WORK TASK
Where a line of the following data contains the string "sheet", include it in the tally. Report the total alone.

RECORDS PROVIDED
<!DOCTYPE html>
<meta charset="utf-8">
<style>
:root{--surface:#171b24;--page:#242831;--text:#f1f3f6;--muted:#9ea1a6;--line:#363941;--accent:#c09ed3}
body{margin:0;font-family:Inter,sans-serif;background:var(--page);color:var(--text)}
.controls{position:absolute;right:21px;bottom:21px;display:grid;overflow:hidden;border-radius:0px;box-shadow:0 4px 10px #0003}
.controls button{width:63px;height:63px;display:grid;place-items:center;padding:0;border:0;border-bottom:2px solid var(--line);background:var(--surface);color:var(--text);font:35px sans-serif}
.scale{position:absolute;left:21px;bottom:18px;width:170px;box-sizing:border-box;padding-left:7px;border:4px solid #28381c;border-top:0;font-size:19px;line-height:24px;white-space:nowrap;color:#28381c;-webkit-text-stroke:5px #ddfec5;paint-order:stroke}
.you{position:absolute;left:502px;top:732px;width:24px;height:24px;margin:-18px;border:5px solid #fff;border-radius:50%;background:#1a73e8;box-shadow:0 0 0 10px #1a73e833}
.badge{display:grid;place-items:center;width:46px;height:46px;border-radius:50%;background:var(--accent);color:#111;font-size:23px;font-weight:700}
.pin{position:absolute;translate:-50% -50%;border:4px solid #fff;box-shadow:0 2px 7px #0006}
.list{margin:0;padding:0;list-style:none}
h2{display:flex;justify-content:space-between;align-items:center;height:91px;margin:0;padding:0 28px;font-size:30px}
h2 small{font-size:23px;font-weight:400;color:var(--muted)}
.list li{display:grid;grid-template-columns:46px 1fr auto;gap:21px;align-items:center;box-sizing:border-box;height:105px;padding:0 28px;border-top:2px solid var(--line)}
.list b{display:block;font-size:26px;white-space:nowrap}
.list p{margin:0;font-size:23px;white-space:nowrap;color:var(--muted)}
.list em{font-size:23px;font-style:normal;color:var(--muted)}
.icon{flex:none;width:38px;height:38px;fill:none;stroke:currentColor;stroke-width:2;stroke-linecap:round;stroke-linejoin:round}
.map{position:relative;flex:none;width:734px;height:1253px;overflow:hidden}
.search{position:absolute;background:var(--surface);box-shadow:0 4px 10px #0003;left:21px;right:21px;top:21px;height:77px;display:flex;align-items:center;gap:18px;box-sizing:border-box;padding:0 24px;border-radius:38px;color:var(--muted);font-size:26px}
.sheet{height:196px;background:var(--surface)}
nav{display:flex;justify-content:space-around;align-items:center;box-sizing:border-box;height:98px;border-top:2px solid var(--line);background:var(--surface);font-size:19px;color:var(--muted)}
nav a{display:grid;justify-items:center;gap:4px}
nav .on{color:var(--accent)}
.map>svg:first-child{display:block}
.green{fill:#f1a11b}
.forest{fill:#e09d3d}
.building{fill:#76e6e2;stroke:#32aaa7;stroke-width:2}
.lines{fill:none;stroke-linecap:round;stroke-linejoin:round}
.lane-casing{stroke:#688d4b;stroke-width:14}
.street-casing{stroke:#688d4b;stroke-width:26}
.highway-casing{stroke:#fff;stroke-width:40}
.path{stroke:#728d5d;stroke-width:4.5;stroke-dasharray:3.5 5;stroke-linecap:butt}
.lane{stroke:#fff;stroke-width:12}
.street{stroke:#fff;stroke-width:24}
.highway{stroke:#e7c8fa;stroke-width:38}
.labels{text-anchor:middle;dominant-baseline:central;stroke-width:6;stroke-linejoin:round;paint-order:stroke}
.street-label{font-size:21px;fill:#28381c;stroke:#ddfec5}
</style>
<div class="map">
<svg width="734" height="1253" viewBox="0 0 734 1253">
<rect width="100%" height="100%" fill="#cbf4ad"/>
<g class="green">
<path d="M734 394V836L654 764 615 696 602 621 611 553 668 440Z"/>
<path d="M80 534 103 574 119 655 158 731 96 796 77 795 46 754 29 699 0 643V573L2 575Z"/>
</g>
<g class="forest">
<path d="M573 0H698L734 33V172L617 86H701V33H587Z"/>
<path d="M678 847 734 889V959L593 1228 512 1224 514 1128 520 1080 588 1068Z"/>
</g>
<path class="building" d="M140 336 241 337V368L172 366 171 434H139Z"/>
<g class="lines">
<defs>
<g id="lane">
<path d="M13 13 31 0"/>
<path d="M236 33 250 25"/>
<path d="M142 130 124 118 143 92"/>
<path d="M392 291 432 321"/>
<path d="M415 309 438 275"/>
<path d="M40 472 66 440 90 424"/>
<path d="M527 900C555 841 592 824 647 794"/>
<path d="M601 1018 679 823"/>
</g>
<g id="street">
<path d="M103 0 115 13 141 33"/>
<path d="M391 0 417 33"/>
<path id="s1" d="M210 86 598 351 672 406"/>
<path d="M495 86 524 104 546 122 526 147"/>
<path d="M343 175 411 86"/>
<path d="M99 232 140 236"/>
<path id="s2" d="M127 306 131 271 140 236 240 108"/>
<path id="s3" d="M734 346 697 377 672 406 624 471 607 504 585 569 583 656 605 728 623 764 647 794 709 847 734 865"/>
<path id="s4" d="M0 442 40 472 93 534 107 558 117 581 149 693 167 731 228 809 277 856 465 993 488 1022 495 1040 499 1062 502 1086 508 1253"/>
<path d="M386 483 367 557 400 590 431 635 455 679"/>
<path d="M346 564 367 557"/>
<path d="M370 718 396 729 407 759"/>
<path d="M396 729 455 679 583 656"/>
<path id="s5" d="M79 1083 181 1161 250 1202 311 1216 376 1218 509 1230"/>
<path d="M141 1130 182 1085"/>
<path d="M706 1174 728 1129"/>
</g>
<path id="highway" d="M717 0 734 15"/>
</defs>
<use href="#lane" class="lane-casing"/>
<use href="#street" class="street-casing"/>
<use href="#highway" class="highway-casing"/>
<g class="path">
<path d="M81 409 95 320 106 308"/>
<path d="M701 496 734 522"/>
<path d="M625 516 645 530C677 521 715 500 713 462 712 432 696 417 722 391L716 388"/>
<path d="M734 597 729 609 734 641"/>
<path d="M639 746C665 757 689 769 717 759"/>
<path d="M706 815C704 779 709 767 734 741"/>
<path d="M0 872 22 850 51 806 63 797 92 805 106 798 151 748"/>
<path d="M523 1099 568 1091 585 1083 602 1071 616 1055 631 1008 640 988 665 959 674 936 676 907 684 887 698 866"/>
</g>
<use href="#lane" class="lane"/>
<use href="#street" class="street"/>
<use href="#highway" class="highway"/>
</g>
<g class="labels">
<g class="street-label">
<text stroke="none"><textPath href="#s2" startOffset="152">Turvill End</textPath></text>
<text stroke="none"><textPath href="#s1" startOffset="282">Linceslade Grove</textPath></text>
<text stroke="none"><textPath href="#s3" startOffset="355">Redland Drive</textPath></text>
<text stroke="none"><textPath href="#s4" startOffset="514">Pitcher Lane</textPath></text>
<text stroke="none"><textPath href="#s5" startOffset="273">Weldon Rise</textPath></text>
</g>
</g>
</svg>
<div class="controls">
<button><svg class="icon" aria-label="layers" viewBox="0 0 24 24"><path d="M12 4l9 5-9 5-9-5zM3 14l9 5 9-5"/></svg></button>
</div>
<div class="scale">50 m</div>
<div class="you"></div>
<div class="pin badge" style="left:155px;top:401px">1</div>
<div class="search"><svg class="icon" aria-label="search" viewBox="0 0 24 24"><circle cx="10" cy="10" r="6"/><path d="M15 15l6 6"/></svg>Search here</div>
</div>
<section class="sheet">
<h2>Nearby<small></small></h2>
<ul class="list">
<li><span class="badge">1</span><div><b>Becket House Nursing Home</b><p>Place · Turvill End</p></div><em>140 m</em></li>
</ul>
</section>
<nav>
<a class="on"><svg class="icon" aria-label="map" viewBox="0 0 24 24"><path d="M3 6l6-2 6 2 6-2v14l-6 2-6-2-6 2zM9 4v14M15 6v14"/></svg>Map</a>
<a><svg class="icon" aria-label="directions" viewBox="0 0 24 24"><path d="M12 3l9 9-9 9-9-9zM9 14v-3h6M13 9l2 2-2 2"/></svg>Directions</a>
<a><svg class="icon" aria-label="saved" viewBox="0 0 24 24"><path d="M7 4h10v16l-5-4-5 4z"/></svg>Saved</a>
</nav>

==

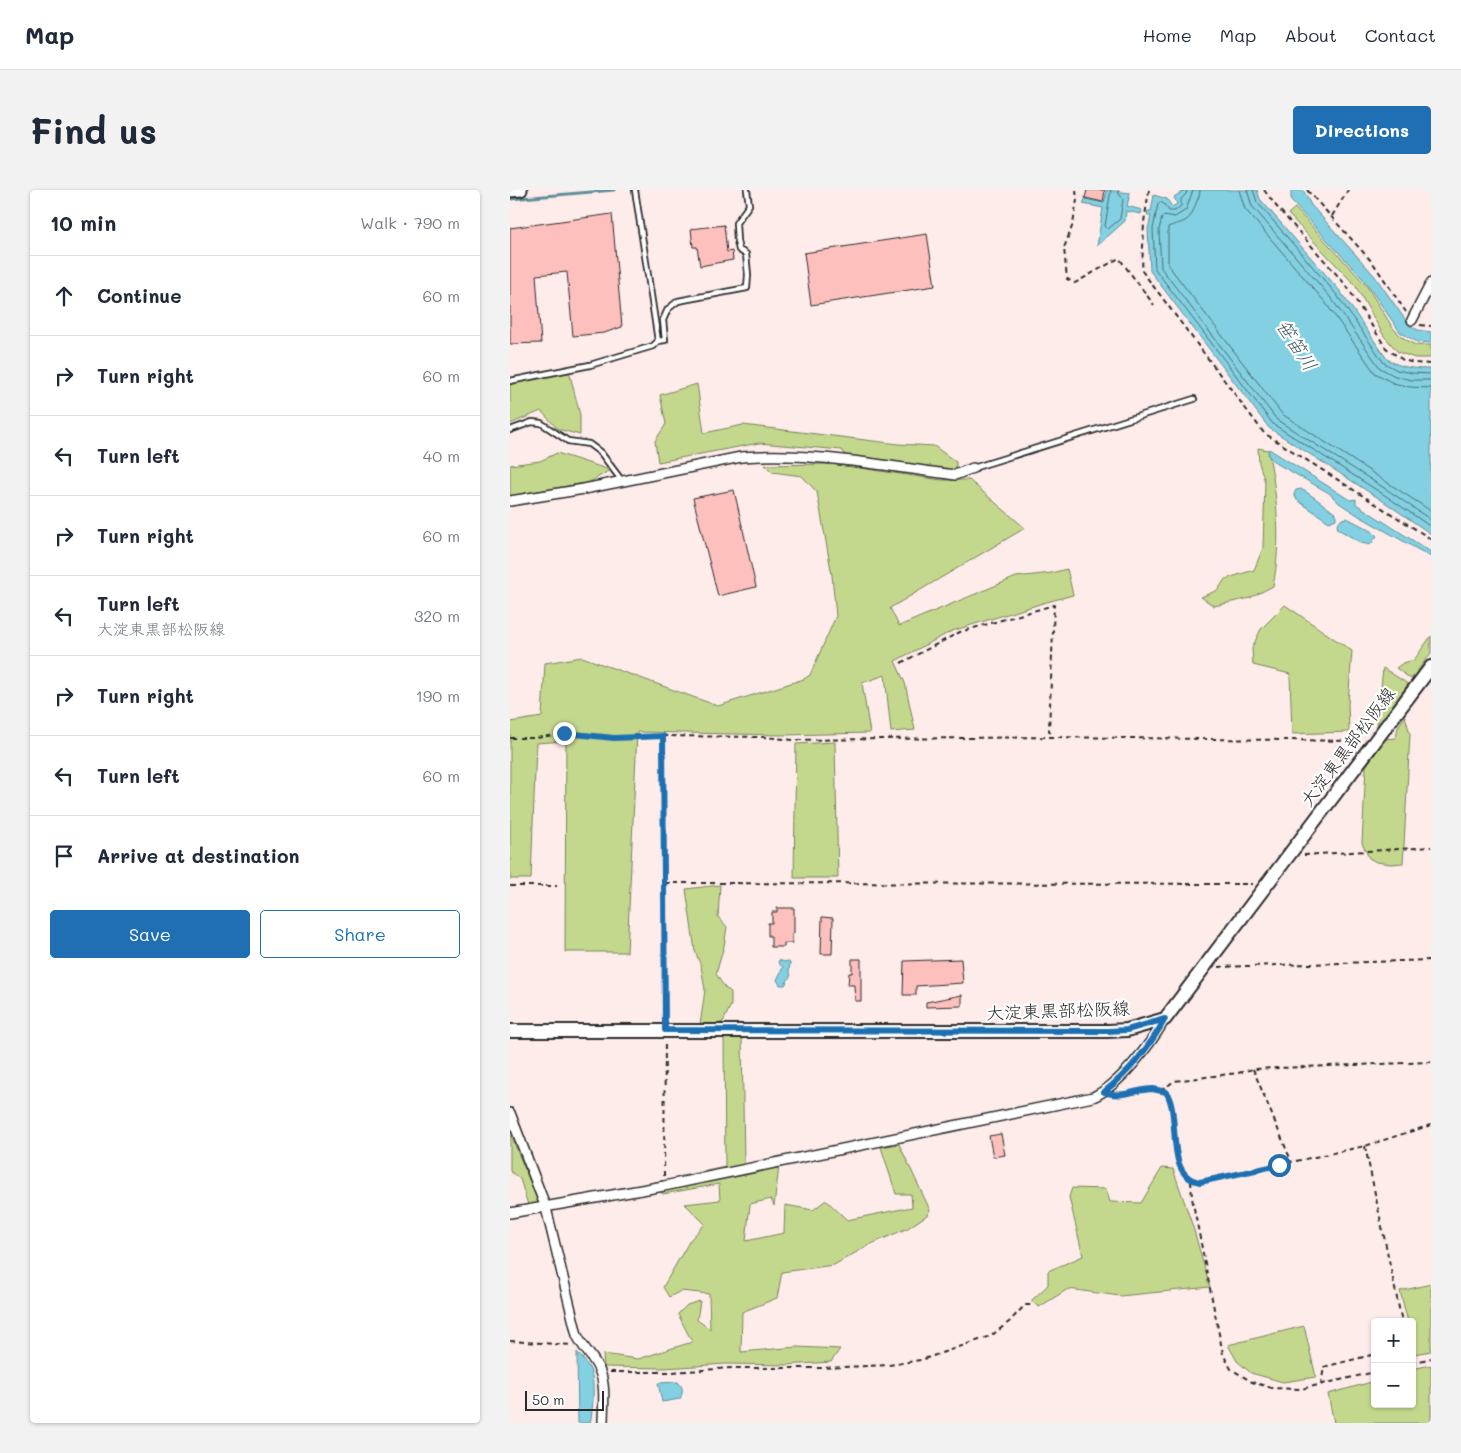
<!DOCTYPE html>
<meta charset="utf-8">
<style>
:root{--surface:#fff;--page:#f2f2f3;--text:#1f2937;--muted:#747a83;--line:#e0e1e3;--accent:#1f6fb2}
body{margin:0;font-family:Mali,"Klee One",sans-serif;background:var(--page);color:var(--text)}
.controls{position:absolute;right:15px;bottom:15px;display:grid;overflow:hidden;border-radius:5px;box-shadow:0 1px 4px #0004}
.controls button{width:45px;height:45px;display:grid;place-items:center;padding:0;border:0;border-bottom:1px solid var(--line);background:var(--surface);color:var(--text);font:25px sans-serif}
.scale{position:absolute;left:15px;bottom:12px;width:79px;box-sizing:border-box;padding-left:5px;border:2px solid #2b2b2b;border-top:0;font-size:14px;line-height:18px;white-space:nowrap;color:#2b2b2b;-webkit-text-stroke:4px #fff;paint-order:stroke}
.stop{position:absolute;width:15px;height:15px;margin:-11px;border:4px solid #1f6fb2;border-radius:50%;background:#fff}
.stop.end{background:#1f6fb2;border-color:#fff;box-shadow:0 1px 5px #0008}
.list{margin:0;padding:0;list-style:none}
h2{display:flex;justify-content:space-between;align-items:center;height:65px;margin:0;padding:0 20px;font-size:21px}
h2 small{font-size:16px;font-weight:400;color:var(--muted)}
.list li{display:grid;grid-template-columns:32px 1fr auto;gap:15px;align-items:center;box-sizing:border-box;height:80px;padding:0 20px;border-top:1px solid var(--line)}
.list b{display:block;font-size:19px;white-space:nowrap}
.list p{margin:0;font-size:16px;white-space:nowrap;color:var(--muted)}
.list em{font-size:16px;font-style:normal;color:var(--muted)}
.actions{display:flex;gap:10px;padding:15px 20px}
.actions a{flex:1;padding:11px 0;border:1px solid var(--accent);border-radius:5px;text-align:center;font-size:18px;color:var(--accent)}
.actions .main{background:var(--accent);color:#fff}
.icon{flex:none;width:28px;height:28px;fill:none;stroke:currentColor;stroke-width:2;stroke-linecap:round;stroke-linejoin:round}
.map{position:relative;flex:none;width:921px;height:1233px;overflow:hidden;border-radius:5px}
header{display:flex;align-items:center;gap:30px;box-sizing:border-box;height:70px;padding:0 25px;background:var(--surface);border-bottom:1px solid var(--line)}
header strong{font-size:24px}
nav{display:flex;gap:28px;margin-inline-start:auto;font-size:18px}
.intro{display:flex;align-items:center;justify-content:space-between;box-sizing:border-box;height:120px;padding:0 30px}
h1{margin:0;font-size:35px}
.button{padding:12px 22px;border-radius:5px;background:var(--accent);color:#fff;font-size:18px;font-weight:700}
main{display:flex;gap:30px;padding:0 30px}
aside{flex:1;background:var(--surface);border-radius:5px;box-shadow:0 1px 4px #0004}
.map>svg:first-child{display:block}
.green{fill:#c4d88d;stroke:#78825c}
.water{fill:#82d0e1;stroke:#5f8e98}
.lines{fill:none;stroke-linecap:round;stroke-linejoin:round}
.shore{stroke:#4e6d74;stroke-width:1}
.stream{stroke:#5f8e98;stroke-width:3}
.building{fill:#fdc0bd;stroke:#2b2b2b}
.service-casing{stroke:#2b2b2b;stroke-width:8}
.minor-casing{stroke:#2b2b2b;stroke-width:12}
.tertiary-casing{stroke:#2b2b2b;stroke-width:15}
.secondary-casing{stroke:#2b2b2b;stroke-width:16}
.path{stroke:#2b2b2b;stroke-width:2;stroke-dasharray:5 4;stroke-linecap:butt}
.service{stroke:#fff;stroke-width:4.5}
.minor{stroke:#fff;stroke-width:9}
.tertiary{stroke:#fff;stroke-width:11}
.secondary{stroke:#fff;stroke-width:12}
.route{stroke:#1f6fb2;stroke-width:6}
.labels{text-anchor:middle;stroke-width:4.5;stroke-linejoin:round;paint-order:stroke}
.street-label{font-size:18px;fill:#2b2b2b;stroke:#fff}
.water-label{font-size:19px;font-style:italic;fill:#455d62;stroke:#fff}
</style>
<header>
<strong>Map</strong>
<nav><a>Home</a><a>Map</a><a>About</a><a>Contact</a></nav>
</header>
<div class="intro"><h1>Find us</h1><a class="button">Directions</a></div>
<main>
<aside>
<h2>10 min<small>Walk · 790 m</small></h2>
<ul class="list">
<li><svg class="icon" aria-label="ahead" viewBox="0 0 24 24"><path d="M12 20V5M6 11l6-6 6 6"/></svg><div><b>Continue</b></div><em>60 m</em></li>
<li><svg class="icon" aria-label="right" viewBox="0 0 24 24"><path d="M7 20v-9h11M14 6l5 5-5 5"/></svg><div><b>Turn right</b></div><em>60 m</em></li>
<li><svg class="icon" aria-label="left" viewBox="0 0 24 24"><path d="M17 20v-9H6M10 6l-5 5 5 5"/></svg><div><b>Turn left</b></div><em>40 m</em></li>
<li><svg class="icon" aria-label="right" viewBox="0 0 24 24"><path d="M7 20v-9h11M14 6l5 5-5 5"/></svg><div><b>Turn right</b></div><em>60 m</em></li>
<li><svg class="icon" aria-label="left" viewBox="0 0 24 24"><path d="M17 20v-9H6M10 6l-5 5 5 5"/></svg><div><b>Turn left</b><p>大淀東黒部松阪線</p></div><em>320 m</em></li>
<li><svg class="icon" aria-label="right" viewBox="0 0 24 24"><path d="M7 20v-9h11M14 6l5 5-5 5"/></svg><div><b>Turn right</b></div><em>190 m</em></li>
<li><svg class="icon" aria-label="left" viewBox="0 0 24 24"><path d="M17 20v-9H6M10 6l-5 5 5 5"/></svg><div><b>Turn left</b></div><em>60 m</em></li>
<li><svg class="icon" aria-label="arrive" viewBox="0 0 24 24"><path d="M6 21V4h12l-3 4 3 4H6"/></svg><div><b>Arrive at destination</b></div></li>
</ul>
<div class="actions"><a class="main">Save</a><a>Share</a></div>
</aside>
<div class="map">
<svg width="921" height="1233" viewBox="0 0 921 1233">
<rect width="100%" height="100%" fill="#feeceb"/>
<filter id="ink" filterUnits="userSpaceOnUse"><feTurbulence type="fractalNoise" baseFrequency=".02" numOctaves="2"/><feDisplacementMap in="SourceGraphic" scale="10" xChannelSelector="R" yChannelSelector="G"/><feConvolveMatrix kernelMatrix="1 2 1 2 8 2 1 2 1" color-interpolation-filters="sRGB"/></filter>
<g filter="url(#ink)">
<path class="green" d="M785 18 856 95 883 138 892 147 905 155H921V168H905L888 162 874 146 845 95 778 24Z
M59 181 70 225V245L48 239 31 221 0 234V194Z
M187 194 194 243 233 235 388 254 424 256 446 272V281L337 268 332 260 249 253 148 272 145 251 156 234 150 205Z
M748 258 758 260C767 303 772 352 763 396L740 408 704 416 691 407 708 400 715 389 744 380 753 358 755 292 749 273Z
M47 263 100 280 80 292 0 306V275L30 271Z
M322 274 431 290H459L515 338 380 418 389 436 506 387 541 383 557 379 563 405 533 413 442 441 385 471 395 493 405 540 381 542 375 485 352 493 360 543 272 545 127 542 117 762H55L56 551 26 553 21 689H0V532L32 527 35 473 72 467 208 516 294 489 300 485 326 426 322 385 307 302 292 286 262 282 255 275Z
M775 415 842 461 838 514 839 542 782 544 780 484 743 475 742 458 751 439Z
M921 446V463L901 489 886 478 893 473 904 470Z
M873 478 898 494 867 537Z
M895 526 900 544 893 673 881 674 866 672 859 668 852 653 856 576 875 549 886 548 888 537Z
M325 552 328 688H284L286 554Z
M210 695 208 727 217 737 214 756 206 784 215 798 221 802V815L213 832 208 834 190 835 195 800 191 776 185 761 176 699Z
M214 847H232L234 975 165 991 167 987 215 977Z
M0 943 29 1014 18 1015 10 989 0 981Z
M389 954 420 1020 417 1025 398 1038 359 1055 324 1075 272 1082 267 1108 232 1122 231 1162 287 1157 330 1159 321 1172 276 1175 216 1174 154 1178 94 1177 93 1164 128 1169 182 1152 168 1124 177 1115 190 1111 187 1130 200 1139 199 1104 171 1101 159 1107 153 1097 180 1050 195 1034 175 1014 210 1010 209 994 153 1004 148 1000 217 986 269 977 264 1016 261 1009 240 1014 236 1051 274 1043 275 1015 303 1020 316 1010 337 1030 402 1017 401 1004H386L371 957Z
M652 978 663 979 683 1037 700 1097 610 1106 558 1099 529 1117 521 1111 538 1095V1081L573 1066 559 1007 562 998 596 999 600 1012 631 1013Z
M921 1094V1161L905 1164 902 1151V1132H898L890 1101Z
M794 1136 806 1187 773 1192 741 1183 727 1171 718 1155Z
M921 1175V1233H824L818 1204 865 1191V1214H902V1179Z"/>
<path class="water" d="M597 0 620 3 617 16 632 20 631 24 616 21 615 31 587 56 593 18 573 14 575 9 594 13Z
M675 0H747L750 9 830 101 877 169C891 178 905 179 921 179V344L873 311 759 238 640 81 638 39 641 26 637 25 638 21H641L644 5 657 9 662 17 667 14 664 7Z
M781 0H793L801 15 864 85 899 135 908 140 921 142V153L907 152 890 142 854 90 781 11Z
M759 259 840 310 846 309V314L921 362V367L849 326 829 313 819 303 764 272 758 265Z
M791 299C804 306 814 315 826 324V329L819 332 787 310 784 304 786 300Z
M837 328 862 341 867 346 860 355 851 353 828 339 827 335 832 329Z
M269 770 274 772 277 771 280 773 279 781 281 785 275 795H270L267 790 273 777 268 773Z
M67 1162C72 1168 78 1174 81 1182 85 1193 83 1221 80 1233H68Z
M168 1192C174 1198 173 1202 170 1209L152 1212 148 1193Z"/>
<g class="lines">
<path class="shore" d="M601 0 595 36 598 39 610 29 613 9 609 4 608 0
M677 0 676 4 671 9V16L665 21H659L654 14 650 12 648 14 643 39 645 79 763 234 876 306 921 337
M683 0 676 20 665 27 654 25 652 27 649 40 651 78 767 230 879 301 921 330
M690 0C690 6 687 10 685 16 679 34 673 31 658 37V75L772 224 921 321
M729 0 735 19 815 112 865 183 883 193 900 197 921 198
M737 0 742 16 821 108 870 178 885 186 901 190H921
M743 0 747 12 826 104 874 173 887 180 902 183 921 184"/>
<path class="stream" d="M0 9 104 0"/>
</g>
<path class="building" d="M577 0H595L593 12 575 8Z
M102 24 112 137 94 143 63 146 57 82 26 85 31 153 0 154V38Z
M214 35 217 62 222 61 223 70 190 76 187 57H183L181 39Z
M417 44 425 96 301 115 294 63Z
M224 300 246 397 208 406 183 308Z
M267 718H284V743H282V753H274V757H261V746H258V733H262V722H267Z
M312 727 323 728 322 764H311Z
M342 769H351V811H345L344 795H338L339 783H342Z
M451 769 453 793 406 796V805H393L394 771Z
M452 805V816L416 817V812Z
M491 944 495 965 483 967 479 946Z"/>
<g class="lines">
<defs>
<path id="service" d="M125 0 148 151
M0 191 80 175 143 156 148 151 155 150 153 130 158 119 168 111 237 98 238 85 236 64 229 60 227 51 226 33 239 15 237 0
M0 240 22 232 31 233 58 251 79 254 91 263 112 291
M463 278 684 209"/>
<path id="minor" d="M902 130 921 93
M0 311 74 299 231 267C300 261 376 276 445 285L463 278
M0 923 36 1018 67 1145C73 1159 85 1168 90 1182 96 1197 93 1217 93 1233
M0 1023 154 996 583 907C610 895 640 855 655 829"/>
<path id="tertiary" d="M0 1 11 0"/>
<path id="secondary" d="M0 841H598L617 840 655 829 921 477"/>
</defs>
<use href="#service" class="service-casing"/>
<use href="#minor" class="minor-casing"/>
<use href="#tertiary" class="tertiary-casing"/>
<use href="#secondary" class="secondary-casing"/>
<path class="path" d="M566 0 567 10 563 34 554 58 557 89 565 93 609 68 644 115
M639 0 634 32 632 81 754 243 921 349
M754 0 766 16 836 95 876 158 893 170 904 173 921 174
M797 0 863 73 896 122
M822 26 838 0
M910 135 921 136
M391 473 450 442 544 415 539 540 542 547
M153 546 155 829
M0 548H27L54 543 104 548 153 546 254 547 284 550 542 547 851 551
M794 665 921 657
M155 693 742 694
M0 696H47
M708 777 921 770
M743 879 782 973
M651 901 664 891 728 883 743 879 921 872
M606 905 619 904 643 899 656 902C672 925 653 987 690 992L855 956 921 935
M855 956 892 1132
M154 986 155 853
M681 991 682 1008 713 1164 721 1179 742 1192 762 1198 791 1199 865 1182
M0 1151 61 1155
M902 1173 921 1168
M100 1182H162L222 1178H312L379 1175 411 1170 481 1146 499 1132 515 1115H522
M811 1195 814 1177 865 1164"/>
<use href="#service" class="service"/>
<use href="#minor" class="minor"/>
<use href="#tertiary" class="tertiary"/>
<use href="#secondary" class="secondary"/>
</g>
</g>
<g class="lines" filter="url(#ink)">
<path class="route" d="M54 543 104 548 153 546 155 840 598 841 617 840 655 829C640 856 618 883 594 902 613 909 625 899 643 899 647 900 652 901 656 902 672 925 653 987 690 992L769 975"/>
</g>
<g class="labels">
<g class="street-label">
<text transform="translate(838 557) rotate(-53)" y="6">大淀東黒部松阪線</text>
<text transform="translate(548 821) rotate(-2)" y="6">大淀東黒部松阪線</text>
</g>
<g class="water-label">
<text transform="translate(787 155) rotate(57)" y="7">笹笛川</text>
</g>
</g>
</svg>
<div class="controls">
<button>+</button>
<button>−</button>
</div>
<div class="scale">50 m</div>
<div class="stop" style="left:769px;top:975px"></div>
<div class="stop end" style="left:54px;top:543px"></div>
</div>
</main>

EXPECTED OUTPUT
2